**Saved data entries**

══════════════════════════════

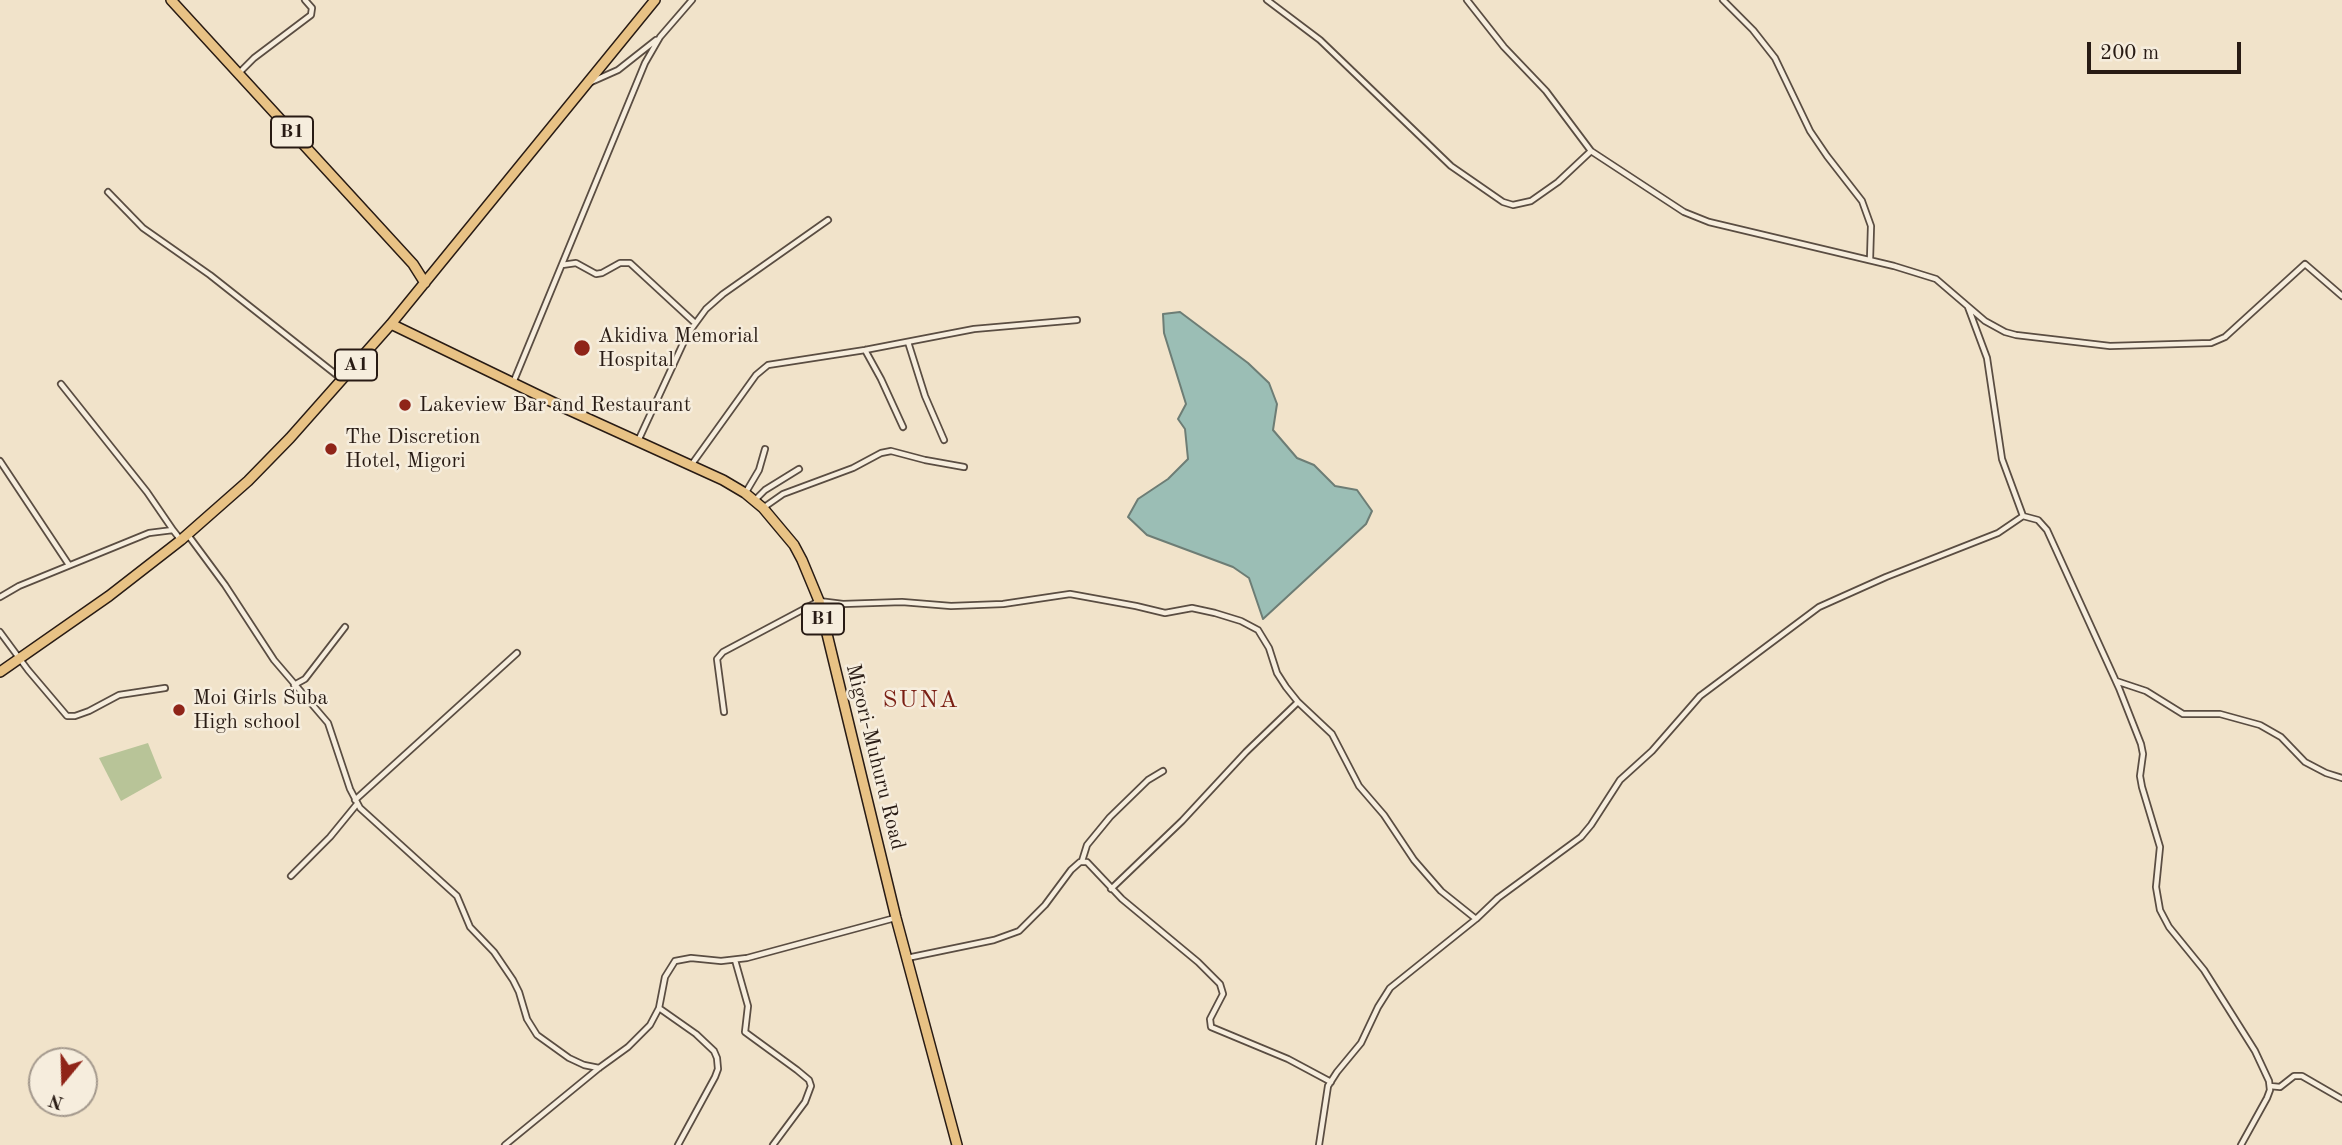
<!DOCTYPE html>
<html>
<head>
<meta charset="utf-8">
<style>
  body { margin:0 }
  #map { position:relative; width:2342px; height:1145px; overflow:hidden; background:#f1e3ca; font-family:"Old Standard TT",serif }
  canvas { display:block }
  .north { position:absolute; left:28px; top:1047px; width:70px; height:70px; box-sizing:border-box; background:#f6eddd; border:2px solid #a4998d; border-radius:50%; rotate:199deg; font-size:19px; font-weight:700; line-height:28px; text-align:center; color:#281b14 }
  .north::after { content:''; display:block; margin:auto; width:24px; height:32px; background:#8f2418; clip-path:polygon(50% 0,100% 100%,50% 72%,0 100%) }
  .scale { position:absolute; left:2087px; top:42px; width:154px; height:32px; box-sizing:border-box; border:4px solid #281b14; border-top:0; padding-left:9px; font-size:21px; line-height:24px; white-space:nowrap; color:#281b14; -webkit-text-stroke:5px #f6eddd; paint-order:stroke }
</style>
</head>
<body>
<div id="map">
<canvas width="2342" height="1145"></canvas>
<div class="north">N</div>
<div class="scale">200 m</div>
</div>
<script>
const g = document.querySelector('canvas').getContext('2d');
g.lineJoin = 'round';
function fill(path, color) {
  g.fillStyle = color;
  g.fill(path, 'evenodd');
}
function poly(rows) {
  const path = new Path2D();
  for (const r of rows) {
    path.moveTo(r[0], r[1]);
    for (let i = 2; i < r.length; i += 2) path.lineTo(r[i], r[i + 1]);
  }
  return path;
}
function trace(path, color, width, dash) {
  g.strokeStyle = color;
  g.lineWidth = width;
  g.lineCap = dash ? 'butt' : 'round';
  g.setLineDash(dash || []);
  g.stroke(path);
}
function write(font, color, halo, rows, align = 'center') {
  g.font = font + ' "Old Standard TT",serif';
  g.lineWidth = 5;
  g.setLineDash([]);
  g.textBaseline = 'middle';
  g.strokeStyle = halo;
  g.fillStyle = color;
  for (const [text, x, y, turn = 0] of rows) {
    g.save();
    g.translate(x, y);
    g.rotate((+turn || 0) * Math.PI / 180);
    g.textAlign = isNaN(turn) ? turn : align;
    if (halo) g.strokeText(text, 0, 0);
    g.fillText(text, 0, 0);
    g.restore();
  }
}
fill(poly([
  [148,743,162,778,121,801,99,758]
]), '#b8c498');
const water = poly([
  [1180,312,1248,363,1269,383,1277,404,1273,430,1297,458,1314,465,1335,486,1357,490,1372,511,1366,524,1263,619,1249,578,1233,567,1147,535,1128,517,1138,499,1168,479,1188,459,1185,429,1178,419,1186,404,1164,333,1163,314,1180,312]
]);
fill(water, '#9bbeb5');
trace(water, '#6d7d75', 2);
const street = poly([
  [1267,0,1320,40,1451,166,1503,202,1513,205,1531,201,1558,182,1591,151],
  [1467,0,1504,47,1546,91,1591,151,1684,212,1709,222,1894,266,1936,279,1985,321,2005,332,2016,335,2110,346,2211,343,2225,337,2305,264,2342,296],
  [1723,0,1753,30,1775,58,1810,131,1827,156,1862,201,1871,226,1870,260],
  [239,73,254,58,311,15,312,8,305,0],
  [591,82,618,70,656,40],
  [108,192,143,228,210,275,343,380],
  [562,265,576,263,596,274,602,273,620,263,630,263,695,323],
  [1968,307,1987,358,2002,459,2023,516],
  [908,342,925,396,944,440],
  [865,350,881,379,903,427],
  [513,383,645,63,660,37,692,0],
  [61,384,147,492,173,530],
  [638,441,687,335,706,309,723,294,828,220],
  [0,461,69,565],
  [692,464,756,375,768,365,865,350,974,329,1077,320],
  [746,492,759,470,765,449],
  [755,500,765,490,799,469],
  [763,508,783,494,853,468,881,453,891,451,925,460,964,467],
  [2023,516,2038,520,2047,530,2119,688,2141,744,2143,754,2140,776,2142,787,2160,847,2156,887,2160,910,2169,927,2204,970,2255,1051,2269,1081,2270,1090,2267,1098,2241,1145],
  [188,535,225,585,274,660,328,723,350,789,360,808,457,896,470,927,494,952,513,980,519,992,527,1019,537,1035,569,1058,584,1065,599,1068],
  [0,597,19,586,149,533,173,530,180,539],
  [0,632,28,670,67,716,75,716,89,711,119,695,165,688],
  [2116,681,2146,691,2183,714,2220,714,2260,725,2281,737,2305,762,2326,773,2342,778],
  [294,685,305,679,345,627],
  [724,712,717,659,723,652,819,601,843,604,902,602,951,606,1003,604,1070,594,1136,606,1165,613,1192,608,1215,613,1241,621,1258,630,1269,648,1277,673,1286,687,1298,702,1332,734,1359,786,1384,815,1414,860,1441,891,1476,919],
  [355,800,517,653],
  [1082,861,1087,845,1110,817,1148,780,1163,771],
  [291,876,330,837,357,804],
  [1111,889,1182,821,1246,752,1298,702],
  [907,958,994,940,1019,931,1045,905,1071,870,1080,862,1087,862,1122,899,1198,962,1220,984,1223,994,1210,1019,1211,1027,1288,1059,1331,1082],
  [735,960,748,1006,745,1032,797,1070,809,1080,811,1086,805,1102,773,1145],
  [659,1008,696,1034,714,1051,717,1058,718,1069,715,1077,678,1145],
  [2270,1086,2280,1087,2294,1076,2302,1076,2342,1099],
  [505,1145,599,1068,628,1047,650,1025,659,1008,665,977,675,961,691,958,721,961,747,958,895,918],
  [1319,1145,1328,1086,1337,1072,1361,1043,1378,1007,1390,988,1476,919,1498,898,1581,837,1591,825,1620,780,1652,751,1700,696,1819,607,1886,577,1998,533,2023,516]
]);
const highway = poly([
  [171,0,413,264,425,283],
  [391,324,569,410,723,480,745,493,763,508,794,545,802,560,819,601,896,918,957,1145],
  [0,672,109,596,181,540,248,481,290,438,391,324,655,0]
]);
trace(street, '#5a4d42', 8);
trace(highway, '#281b14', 12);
trace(street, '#f6eddd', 4.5);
trace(highway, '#e8c285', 9);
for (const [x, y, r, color] of [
  [582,348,9,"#8f2418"],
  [405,405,7,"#8f2418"],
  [331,449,7,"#8f2418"],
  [179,710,7,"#8f2418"]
]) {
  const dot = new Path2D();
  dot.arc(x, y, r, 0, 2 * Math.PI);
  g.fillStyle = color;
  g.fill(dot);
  trace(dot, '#f6eddd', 2.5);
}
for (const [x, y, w] of [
  [292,132,42],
  [356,365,42],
  [823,619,42]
]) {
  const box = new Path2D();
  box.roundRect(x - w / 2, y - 15.5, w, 31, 5);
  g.fillStyle = '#f6eddd';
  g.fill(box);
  trace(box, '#281b14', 2);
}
write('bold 19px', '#281b14', null, [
  ["B1",292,132],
  ["A1",356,365],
  ["B1",823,619]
]);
write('21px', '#281b14', '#f6eddd', [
  ["Akidiva Memorial",598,336],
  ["Hospital",598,360],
  ["Lakeview Bar and Restaurant",419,405],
  ["The Discretion",345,437],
  ["Hotel, Migori",345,461],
  ["Moi Girls Suba",193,698],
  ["High school",193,722]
], 'left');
write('21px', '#281b14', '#f6eddd', [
  ["Migori-Muhuru Road",875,757,76]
]);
g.letterSpacing = '2px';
write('24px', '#7a1f14', '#f6eddd', [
  ["SUNA",921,701]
]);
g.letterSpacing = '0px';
</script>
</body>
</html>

══════════════════════════════

**WHAT YOU WILL DO**
Check the data for the word "strokeStyle" and pull out the lines that have it.

**OUTPUT OF THE EXERCISE**
  g.strokeStyle = color;
  g.strokeStyle = halo;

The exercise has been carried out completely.